We take the ‘particular relevance’ to be the measures necessitated by the COVID-19 pandemic.

  1. In cross-examination, the head teacher stated it would be “very difficult” to add an additional workstation into the classroom. When asked if it would be “possible”, she answered, “personally, I think not”, that some children find it “very difficult to have someone close to them”, and that having another work station would “compromise” the “ability to have other children there safely and feel safe”. But upon being asked what could be done to mitigate this, the head teacher said, after some hesitation, that she “suppose[d] we would have to consider” taking out some of the things the children used, such as books and equipment. The head teacher was asked as to how the limit of six children for the classroom was arrived at. She referred to the pupil/teacher ratio limit in the SCNT handbook, and to the limits required because of the COVID-19 pandemic.
  2. In questions from the tribunal, the head teacher said that if an additional pupil was admitted, they would have to be “aware of increase in dysregulation, in behaviours

 

possibly aggressive or threatening or verbal, that could escalate” and that “mental well- being could be very adversely affected even in the shorter term.”

  1. In re-examination, the head teacher was asked about the effect of taking children’s equipment out of the classroom. She said that it would impact upon their independence and organisation, and that it would necessitate a member of staff leaving the classroom to bring in the equipment when it was needed. She was asked whether an increase in dysregulation, aggression, and mental health problems would be probable. She answered: “I think it is likely, many of our children find proximity to others quite challenging. They need to have room of their own.”
  2. We are not satisfied that the evidence led was of sufficient cogency to establish the respondent’s case on this issue. We think it significant that it was only as the head teacher’s oral evidence developed that she spoke of serious effects on the mental well- being of the pupils. In her written statement she referred only to staffing changes being unsettling, and the classrooms not being designed for classes of more than six pupils and two staff members. The impression from her written statement and initially from cross-examination was that the difficulty was mainly a practical one about movement around the class. It was only after the question on mitigation that concerns of a graver kind were expressed. Indeed, the manner in which the head teacher answered that question suggested that she had not given any real thought to potential mitigation in advance of the hearing. We did not think all of the head teacher’s views expressed at the hearing were the product of full and thorough consideration.
  3. Whilst we accept the head teacher’s evidence to the extent that there is some risk of an adverse effect on other pupils, we think if the risk was as large and as grave as her later answers indicated, it would have featured earlier and more prominently in her evidence, both in her written statement and her cross-examination. We are not satisfied that there is a real possibility of a serious detriment. There was no documentary evidence lodged, such as a floor plan of the classrooms, or written assessments as to their proper capacity, whether in the context of the COVD-19 pandemic or otherwise. The modesty of the effort in advance of the hearing to describe and document the adverse effect on pupils seemed to belie the extent of the risk ultimately claimed. The contention that adding another pupil and teacher to the class realistically could be seriously detrimental simply by dint of the greater demand on physical space or closer physical proximity is not one which has been adequately made out on the evidence.

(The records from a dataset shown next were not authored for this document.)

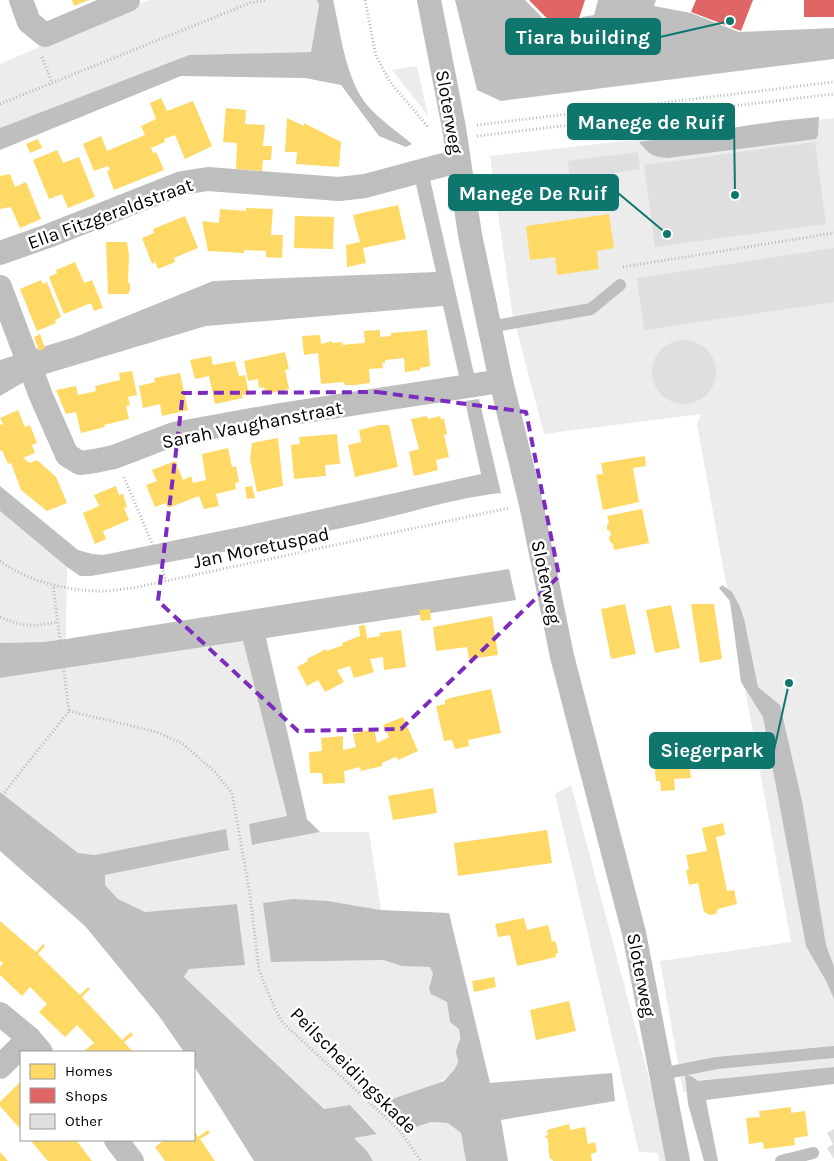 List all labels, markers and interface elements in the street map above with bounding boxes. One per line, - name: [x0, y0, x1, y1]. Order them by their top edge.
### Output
- callout: Tiara building: [506, 19, 660, 54]
- text: Tiara building: [516, 26, 650, 49]
- street label: Sloterweg: [431, 68, 467, 156]
- callout: Manege de Ruif: [568, 104, 734, 139]
- text: Manege de Ruif: [578, 111, 725, 134]
- street label: Ella Fitzgeraldstraat: [25, 174, 196, 254]
- callout: Manege De Ruif: [449, 175, 618, 210]
- text: Manege De Ruif: [459, 182, 608, 205]
- street label: Sarah Vaughanstraat: [160, 397, 344, 453]
- street label: Jan Moretuspad: [191, 523, 331, 573]
- street label: Sloterweg: [526, 538, 566, 626]
- callout: Siegerpark: [650, 733, 774, 768]
- text: Siegerpark: [660, 739, 764, 762]
- street label: Sloterweg: [622, 931, 660, 1019]
- street label: Peilscheidingskade: [286, 1003, 421, 1138]
- legend: [20, 1051, 195, 1141]
- text: Homes: [65, 1062, 113, 1080]
- text: Shops: [65, 1087, 108, 1105]
- text: Other: [65, 1112, 103, 1130]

Presumption of mainstreaming

  1. We are not satisfied that placing the child in the specified school would breach the Standards in Scotland's Schools etc. Act 2000, section 15 (2004 Act, sch. 2, para. 3(2)(g)). This is because we are satisfied that, exceptionally, “education for the child in a school other than a special school … would not be suited to the ability or aptitude of the child” (2000 Act, sec 15(3)(a)).
  2. Although the burden generally falls upon the respondent to establish a ground of refusal, the respondent can rely on the presumption of mainstreaming in the 2004 Act, section 15 to discharge that burden. As the duty in section 15 applies unless certain

 

exceptions apply, which are “presumed … [to] arise only exceptionally” (sec 15(3)), the burden must fall upon the party contending that an exception applies to establish this. Thus, in this context, the burden is on the appellant to establish the exception. The question posed by section 15 is in the generality, referring to “a school other than a special school” rather than any particular school, such as the one the child is currently enrolled at. Also, there may be adaptations to the standard mainstream education, so long as this does not entail “unreasonable public expenditure being incurred which would not ordinarily be incurred” (sec 15(3)(c)). Thus, if a child was suited to mainstream education generally, with the provision perhaps of an additional support for learning assistant (so long as this was not unreasonable expenditure not ordinarily incurred), then the exception would not be established, even if the child’s educational provision in his current mainstream school was unsuited to him. But the unsuitable nature of the current mainstream school might be highly material to whether it is appropriate, in all the circumstances, to confirm the respondent’s decision (2004 Act, sec 19(4A)(a)(ii)).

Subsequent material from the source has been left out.